** Aim of the task **
Could you copy every line in the listing below that has the word "fillStyle"?

□ □ □ □ □ □ □

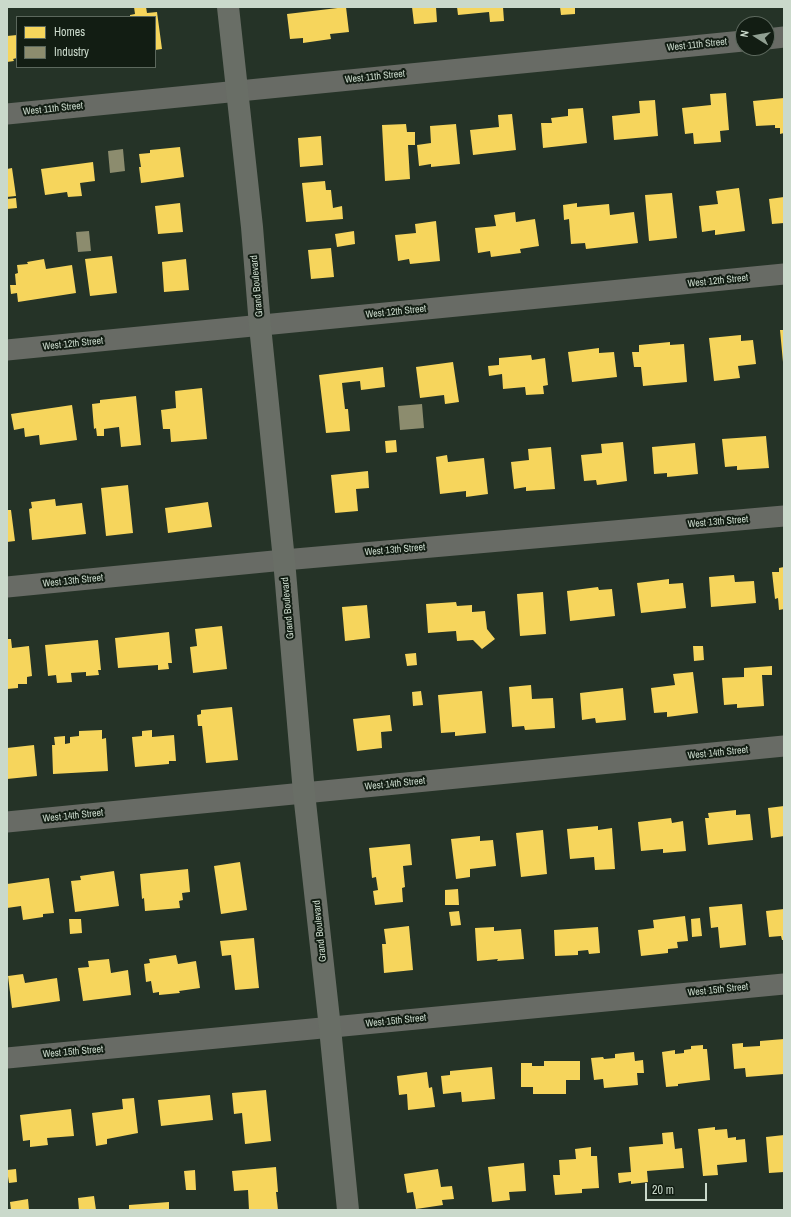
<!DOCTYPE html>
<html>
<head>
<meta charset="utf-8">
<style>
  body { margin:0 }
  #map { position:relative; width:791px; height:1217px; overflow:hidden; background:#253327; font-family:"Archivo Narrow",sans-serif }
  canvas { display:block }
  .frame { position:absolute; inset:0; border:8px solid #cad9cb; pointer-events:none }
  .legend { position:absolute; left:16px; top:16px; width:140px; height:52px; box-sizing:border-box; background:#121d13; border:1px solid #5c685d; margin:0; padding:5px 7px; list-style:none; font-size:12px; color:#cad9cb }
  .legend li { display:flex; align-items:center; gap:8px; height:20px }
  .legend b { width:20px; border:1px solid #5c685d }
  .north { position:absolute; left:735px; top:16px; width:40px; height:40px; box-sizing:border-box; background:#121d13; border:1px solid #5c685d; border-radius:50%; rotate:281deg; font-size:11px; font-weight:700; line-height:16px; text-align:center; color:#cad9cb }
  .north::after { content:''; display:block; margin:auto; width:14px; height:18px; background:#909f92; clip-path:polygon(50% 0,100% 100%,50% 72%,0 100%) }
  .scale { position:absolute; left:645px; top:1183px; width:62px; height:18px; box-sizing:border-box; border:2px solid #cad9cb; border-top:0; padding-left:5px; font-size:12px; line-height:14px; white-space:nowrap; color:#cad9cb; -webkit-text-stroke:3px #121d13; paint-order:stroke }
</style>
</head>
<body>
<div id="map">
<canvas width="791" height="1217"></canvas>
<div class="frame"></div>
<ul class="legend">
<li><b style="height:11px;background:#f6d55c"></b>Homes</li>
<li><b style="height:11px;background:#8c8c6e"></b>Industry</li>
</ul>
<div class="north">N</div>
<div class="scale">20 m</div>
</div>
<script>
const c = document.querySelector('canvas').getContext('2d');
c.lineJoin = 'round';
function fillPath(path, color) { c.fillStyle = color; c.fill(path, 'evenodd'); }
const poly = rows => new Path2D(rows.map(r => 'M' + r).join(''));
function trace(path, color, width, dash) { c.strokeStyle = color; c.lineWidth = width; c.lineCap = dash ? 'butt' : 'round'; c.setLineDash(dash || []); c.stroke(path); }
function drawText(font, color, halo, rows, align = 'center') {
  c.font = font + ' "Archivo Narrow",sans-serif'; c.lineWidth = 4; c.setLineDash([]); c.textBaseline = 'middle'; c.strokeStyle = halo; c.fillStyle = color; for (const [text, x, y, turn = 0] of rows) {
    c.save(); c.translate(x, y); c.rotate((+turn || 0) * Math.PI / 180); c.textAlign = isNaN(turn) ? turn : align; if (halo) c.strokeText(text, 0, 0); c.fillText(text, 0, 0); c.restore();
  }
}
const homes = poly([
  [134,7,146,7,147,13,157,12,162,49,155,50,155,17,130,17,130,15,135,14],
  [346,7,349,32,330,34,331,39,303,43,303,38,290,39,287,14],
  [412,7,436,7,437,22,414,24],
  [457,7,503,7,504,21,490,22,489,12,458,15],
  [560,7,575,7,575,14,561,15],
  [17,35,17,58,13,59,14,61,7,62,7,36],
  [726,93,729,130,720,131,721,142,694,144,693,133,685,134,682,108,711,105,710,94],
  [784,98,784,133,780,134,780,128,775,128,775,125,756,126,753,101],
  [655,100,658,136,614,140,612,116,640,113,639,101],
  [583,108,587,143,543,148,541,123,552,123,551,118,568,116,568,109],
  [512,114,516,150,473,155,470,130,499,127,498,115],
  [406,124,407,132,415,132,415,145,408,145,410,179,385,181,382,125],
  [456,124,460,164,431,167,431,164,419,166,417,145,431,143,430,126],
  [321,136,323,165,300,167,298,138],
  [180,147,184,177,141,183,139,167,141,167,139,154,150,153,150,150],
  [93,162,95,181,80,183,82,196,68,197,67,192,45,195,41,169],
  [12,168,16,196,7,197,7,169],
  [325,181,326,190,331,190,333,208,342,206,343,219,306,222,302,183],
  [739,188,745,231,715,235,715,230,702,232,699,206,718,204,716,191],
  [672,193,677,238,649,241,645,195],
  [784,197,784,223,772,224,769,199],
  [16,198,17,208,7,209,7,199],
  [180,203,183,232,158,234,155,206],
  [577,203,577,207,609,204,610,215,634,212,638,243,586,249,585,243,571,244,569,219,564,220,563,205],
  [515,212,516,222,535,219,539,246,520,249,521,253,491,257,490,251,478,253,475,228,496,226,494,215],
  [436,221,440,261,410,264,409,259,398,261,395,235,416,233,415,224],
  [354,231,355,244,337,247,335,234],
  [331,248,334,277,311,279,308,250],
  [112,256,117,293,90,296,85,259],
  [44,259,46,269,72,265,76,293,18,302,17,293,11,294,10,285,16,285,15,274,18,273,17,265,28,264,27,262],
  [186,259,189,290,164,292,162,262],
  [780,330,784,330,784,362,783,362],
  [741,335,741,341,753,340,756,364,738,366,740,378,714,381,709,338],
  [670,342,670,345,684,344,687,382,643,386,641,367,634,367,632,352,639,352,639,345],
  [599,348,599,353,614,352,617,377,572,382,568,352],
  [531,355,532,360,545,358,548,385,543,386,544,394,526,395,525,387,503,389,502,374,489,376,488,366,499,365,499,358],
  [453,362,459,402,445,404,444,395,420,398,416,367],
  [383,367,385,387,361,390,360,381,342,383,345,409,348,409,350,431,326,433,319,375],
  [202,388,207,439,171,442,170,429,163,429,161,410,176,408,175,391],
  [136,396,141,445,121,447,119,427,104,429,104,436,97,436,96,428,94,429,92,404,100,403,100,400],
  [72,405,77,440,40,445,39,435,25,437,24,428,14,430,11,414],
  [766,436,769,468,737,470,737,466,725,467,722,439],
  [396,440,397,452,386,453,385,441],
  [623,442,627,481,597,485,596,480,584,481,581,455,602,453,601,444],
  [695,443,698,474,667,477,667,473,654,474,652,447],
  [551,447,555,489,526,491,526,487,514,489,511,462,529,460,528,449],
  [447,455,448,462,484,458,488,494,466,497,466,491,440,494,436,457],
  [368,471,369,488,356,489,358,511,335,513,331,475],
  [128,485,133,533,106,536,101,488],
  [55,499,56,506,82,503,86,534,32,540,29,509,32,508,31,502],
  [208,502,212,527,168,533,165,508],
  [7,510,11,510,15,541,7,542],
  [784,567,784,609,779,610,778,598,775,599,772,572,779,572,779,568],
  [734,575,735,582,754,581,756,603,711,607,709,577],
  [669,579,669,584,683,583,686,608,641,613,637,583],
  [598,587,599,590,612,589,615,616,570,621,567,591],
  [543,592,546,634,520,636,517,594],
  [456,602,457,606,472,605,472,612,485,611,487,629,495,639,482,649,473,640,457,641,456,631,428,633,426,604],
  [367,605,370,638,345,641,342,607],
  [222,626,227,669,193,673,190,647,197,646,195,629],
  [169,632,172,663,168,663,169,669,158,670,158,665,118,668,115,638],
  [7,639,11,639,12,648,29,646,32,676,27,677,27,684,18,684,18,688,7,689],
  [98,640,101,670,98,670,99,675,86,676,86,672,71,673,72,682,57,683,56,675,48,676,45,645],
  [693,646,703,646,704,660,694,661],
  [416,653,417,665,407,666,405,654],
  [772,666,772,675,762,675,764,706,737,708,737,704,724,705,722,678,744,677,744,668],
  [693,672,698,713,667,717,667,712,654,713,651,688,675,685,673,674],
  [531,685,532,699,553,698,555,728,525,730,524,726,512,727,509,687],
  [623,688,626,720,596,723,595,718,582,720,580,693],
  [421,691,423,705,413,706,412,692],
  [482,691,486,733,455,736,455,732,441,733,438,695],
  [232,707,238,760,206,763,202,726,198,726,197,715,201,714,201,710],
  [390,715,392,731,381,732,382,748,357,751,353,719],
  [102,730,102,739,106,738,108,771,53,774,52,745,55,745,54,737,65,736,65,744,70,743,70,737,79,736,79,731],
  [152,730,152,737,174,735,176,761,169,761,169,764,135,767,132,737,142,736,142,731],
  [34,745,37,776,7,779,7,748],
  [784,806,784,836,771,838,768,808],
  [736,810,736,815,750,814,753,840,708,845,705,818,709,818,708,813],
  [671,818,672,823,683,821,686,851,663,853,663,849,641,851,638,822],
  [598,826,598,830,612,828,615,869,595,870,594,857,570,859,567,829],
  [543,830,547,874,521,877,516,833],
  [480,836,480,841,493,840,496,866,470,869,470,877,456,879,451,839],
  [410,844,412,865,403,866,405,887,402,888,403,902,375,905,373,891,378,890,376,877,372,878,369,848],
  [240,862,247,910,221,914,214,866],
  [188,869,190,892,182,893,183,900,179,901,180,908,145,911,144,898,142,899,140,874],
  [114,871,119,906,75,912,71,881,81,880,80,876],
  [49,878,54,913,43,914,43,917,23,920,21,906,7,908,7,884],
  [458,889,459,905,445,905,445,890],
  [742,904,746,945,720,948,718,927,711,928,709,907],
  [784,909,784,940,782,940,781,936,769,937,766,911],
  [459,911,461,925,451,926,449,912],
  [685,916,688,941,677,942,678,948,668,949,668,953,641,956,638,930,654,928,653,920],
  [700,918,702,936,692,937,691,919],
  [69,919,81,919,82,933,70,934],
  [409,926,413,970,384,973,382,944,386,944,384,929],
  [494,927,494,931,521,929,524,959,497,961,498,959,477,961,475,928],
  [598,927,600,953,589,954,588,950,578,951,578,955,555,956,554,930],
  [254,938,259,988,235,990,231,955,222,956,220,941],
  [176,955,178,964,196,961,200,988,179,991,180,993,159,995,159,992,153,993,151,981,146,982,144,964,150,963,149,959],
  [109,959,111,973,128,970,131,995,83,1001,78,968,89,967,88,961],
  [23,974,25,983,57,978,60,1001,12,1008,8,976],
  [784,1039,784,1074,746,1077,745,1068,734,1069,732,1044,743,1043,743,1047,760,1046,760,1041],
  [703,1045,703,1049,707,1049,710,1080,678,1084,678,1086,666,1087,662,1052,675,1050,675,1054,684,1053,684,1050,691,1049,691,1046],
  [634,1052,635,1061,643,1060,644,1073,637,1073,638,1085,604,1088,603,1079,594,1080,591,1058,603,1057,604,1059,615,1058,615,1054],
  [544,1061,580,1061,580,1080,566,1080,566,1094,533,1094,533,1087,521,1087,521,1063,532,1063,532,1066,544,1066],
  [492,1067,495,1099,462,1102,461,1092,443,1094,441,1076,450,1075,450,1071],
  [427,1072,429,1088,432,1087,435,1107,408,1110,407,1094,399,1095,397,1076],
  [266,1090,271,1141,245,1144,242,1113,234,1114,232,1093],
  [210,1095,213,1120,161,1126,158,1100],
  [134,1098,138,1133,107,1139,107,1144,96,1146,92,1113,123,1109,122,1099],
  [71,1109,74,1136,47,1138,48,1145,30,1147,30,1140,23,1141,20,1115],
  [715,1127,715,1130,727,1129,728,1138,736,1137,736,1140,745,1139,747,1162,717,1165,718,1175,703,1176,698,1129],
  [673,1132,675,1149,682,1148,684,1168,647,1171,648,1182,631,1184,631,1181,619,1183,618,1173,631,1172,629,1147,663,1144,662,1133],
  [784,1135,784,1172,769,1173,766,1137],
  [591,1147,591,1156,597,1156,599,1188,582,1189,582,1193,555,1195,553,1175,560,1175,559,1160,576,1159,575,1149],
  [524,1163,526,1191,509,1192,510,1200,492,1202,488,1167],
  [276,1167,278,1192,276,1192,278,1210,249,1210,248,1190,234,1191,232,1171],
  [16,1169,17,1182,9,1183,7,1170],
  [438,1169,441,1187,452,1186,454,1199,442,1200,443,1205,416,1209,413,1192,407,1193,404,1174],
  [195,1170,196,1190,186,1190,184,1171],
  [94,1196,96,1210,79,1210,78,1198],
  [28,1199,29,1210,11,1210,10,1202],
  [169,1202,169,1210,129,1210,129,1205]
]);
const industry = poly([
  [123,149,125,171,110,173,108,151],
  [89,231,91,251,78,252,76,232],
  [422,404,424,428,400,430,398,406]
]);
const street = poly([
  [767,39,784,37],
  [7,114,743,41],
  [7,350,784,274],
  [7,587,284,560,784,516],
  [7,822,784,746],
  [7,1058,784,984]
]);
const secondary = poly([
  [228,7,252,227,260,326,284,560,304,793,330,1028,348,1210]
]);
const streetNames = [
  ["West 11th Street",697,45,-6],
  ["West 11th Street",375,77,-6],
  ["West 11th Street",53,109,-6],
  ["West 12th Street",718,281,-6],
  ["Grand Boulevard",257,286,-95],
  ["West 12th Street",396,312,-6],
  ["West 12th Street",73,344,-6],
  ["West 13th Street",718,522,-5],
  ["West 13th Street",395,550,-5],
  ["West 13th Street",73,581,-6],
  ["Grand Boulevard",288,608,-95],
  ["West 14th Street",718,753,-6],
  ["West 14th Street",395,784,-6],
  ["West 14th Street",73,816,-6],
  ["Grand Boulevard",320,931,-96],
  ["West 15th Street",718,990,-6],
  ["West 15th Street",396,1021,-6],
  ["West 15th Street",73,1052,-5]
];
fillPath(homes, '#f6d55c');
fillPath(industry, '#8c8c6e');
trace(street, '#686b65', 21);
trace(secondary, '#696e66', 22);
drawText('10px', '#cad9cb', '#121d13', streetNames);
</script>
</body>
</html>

□ □ □ □ □ □ □

** Task result **
function fillPath(path, color) { c.fillStyle = color; c.fill(path, 'evenodd'); }
  c.font = font + ' "Archivo Narrow",sans-serif'; c.lineWidth = 4; c.setLineDash([]); c.textBaseline = 'middle'; c.strokeStyle = halo; c.fillStyle = color; for (const [text, x, y, turn = 0] of rows) {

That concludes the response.